Das Tc-99m-MIBI wird über die Vene verabreicht. Mit speziellen Kameras messen Ärzte dann, wie sich das Radiopharmakon im Schilddrüsengewebe anreichert. Das Ergebnis (MIBI-Szintigramm) wird anschließend mit einem herkömmlichen Schilddrüsen-Szintigramm, was zur Unterscheidung von heißen und kalten Schilddrüsenknoten dient, verglichen. Eine Übereinstimmung der beiden Szintigramme liegt vor, wenn sich die Schilddrüsenknoten nicht beziehungsweise nur gering mit Tc-99m-MIBI anreichern. In diesem Fall ist der untersuchte Schilddrüsenknoten mit hoher Wahrscheinlichkeit gutartig. Es bedarf dann bei Beschwerdefreiheit keiner Operation der Schilddrüse und die Knoten können medikamentös oder mittels ultraschallgesteuerter Thermoablation behandelt werden. Jedoch sollten diese Schilddrüsenknoten weiterhin in regelmäßigen Abständen kontrolliert werden. Denn sehr kleine Tumore können mit der MIBI-Methode unter Umständen nicht eindeutig erfasst werden, da sie keine ausreichende Menge Tc-99m-MIBI aufnehmen. Hier sind weitere Untersuchungen notwendig. Wenn hingegen der kalte Schilddrüsenknoten vermehrt das Tc-99m-MIBI aufnimmt, handelt es sich in 15 bis 20 Prozent der Fälle um einen bösartigen Schilddrüsentumor (1). Schilddrüsenkarzinome sind in Deutschland allerdings sehr selten. Sie machen hierzulande gerademal circa ein Prozent aller Tumorerkrankungen aus (8).

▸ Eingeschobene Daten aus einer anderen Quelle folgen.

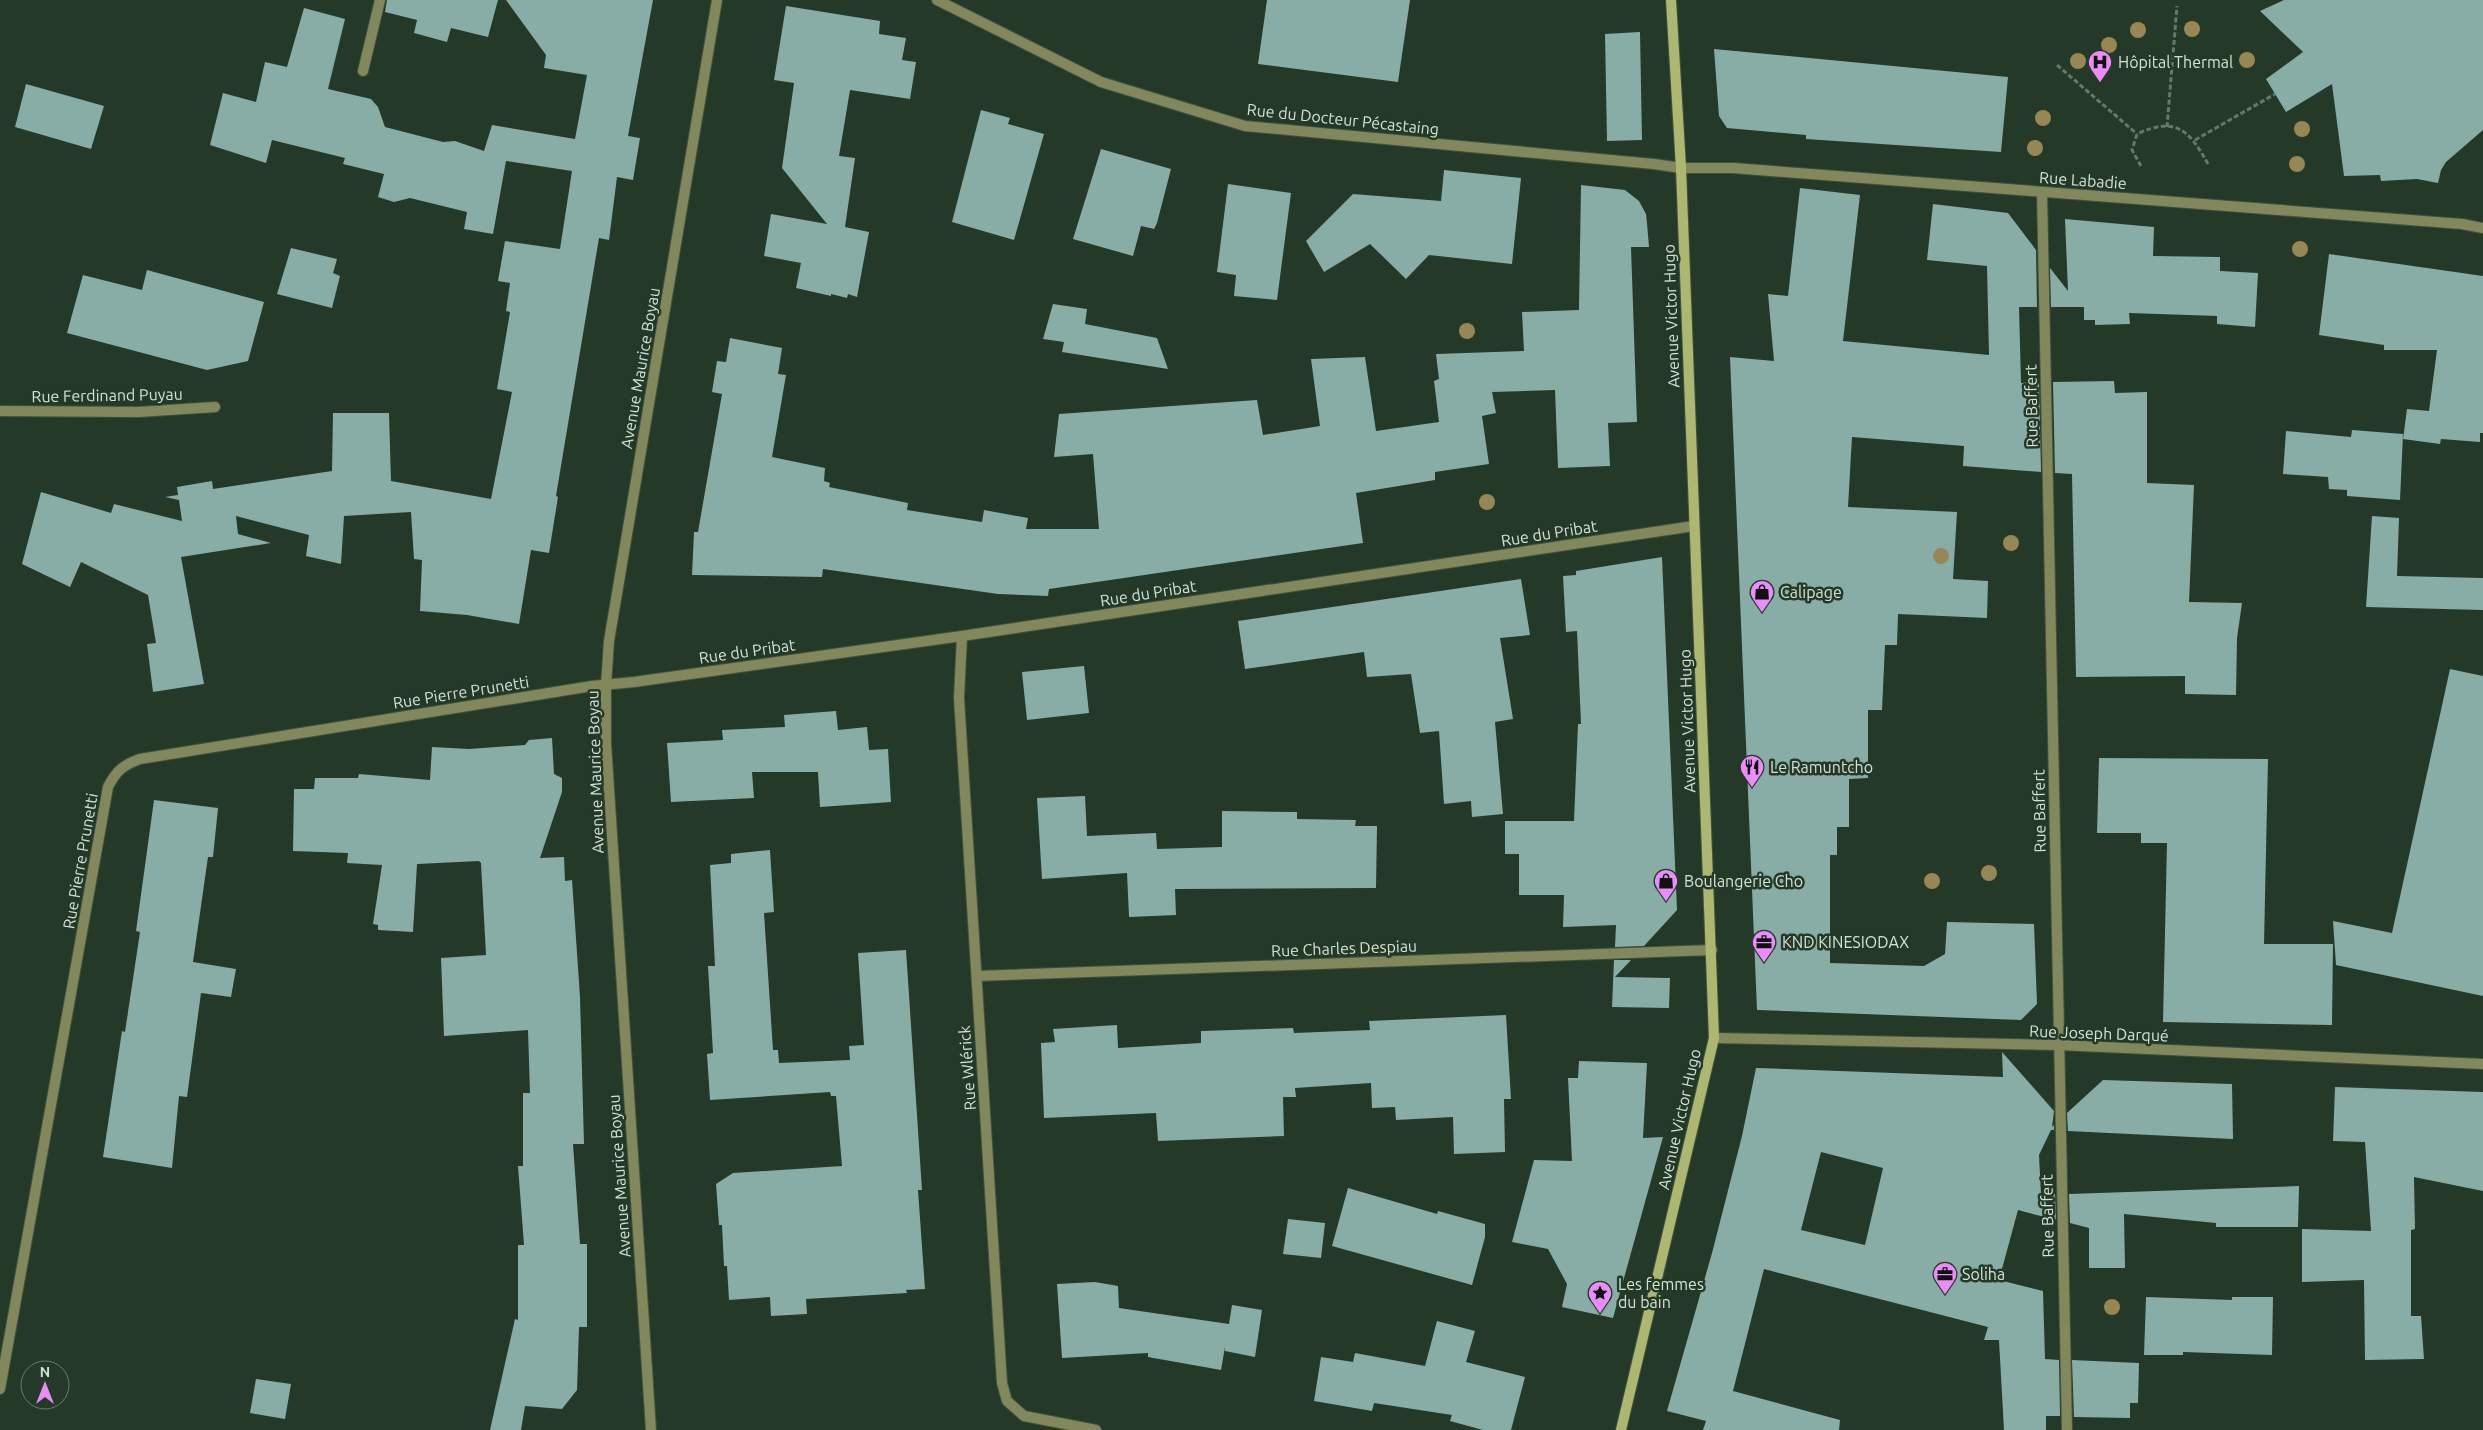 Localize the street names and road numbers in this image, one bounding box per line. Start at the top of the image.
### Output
street label: Rue du Docteur Pécastaing [1246,100,1440,138]
street label: Rue Labadie [2039,168,2127,192]
street label: Avenue Victor Hugo [1659,244,1683,388]
street label: Avenue Maurice Boyau [617,286,663,450]
street label: Rue Baffert [2021,363,2041,448]
street label: Rue Ferdinand Puyau [31,385,183,405]
street label: Rue du Pribat [1500,516,1599,549]
street label: Rue du Pribat [1099,576,1198,609]
street label: Rue du Pribat [698,635,797,667]
street label: Avenue Victor Hugo [1675,649,1699,793]
street label: Rue Pierre Prunetti [392,672,530,712]
street label: Avenue Maurice Boyau [583,690,607,854]
street label: Rue Baffert [2029,768,2049,853]
street label: Rue Pierre Prunetti [59,792,101,930]
street label: Rue Charles Despiau [1271,936,1417,960]
street label: Rue Joseph Darqué [2029,1022,2169,1044]
street label: Rue Wlérick [955,1025,979,1111]
street label: Avenue Victor Hugo [1654,1047,1704,1191]
street label: Avenue Maurice Boyau [604,1094,634,1258]
street label: Rue Baffert [2037,1173,2057,1258] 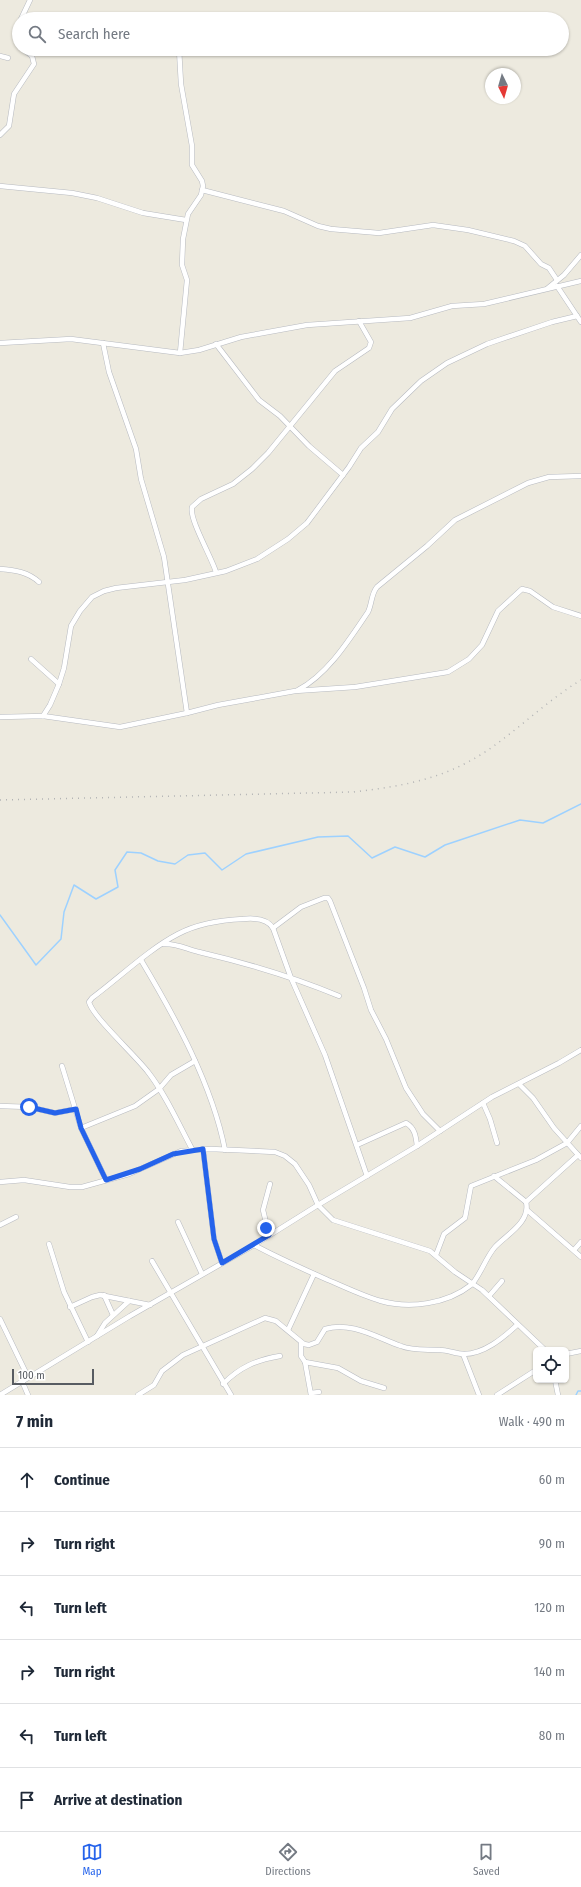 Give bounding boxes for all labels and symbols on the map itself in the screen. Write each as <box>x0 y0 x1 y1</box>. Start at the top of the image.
north arrow <box>485 68 521 104</box>
route start <box>20 1098 38 1116</box>
route end <box>257 1219 275 1237</box>
scale bar <box>12 1367 94 1386</box> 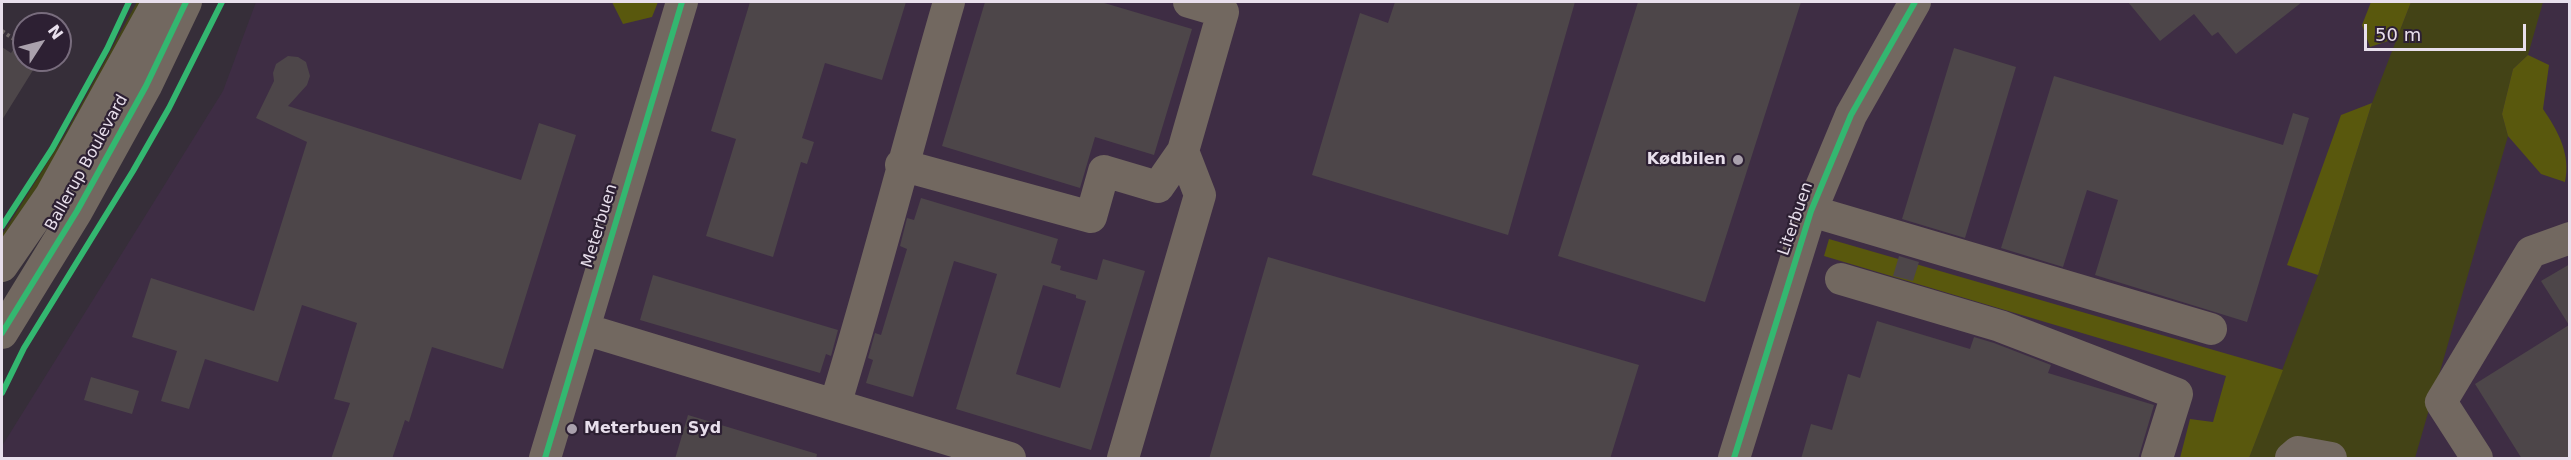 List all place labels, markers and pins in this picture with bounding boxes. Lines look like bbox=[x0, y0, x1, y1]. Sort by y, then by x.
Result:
place label: Kødbilen bbox=[1647, 150, 1726, 170]
marker: Kødbilen bbox=[1731, 153, 1745, 167]
place label: Meterbuen Syd bbox=[584, 419, 721, 439]
marker: Meterbuen Syd bbox=[565, 422, 579, 436]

Anwendungspraxis der MIBI-Szintigraphie

Die MIBI-Szintigraphie wird noch nicht in aktuellen Leitlinien der wissenschaftlichen Fachgesellschaften zur Diagnostik von kalten Schilddrüsenknoten aufgeführt. Allerdings wird diese Methode bereits seit Jahren angewendet und ist praktisch nebenwirkungsfrei (4). Dennoch gilt die Feinnadelaspirationsbiopsie, bei der Schilddrüsengewebe mittels einer feinen Nadel entnommen wird, laut der Leitlinien weiterhin als diagnostischer Standard. Die MIBI-Szintigraphie kann diese nicht ersetzen. Jedoch ist die Tc-99m-MIBI-Szintigraphie eine wertvolle ergänzende Methode zur Feinnadelaspirationsbiopsie. Ihr Ergebnis kann zur Entscheidung über eine Schilddrüsen-Operation herangezogen werden. Im Vergleich zur MIBI-Szintigraphie kann die Feinnadelpunktion für den Patienten unangenehm sein, und die Ergebnisqualität ist immer vom Punktierenden sowie der Gewebsanalyse abhängig. Die MIBI-Szintigraphie ist insbesondere für Patienten geeignet, bei denen eine Feinnadelpunktion schwierig beziehungsweise mit einem erhöhten Risiko, zum Beispiel durch die Einnahme von Gerinnungshemmern, verbunden ist. Die Kosten für die Tc-99m-MIBI-Szintigraphie werden in der Regel von den Krankenkassen getragen.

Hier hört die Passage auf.